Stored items
=== Begin Enclosure ===
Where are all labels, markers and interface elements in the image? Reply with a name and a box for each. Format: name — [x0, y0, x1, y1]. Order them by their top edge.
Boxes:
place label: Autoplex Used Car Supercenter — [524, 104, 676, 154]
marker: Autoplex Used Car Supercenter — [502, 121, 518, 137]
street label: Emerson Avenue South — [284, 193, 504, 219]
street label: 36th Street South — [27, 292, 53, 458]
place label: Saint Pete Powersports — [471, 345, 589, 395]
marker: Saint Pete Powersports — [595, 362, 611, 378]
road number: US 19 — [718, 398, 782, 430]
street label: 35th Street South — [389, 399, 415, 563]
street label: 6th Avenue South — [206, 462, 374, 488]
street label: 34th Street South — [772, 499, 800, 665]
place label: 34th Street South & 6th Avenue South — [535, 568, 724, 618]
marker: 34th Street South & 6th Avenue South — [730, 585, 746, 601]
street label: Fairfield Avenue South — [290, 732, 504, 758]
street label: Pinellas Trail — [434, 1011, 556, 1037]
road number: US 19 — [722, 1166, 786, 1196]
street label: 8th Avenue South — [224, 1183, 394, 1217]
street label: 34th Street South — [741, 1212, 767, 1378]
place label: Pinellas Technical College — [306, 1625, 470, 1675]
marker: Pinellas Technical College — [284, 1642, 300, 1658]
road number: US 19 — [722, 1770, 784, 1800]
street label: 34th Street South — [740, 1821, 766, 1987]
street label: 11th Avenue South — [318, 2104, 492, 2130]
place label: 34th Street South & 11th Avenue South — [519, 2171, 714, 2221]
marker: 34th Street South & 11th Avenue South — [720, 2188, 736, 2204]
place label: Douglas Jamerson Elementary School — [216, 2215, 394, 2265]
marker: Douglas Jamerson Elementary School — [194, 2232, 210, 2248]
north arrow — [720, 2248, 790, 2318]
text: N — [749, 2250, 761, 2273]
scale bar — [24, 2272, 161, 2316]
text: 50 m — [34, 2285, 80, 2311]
=== End Enclosure ===
§ **What this task involves**
Write out each entry exactly, and omit nothing.

§ **Output of the exercise**
Where are all labels, markers and interface elements in the image? Reply with a name and a box for each. Format: name — [x0, y0, x1, y1]. Order them by their top edge.
Boxes:
place label: Autoplex Used Car Supercenter — [524, 104, 676, 154]
marker: Autoplex Used Car Supercenter — [502, 121, 518, 137]
street label: Emerson Avenue South — [284, 193, 504, 219]
street label: 36th Street South — [27, 292, 53, 458]
place label: Saint Pete Powersports — [471, 345, 589, 395]
marker: Saint Pete Powersports — [595, 362, 611, 378]
road number: US 19 — [718, 398, 782, 430]
street label: 35th Street South — [389, 399, 415, 563]
street label: 6th Avenue South — [206, 462, 374, 488]
street label: 34th Street South — [772, 499, 800, 665]
place label: 34th Street South & 6th Avenue South — [535, 568, 724, 618]
marker: 34th Street South & 6th Avenue South — [730, 585, 746, 601]
street label: Fairfield Avenue South — [290, 732, 504, 758]
street label: Pinellas Trail — [434, 1011, 556, 1037]
road number: US 19 — [722, 1166, 786, 1196]
street label: 8th Avenue South — [224, 1183, 394, 1217]
street label: 34th Street South — [741, 1212, 767, 1378]
place label: Pinellas Technical College — [306, 1625, 470, 1675]
marker: Pinellas Technical College — [284, 1642, 300, 1658]
road number: US 19 — [722, 1770, 784, 1800]
street label: 34th Street South — [740, 1821, 766, 1987]
street label: 11th Avenue South — [318, 2104, 492, 2130]
place label: 34th Street South & 11th Avenue South — [519, 2171, 714, 2221]
marker: 34th Street South & 11th Avenue South — [720, 2188, 736, 2204]
place label: Douglas Jamerson Elementary School — [216, 2215, 394, 2265]
marker: Douglas Jamerson Elementary School — [194, 2232, 210, 2248]
north arrow — [720, 2248, 790, 2318]
text: N — [749, 2250, 761, 2273]
scale bar — [24, 2272, 161, 2316]
text: 50 m — [34, 2285, 80, 2311]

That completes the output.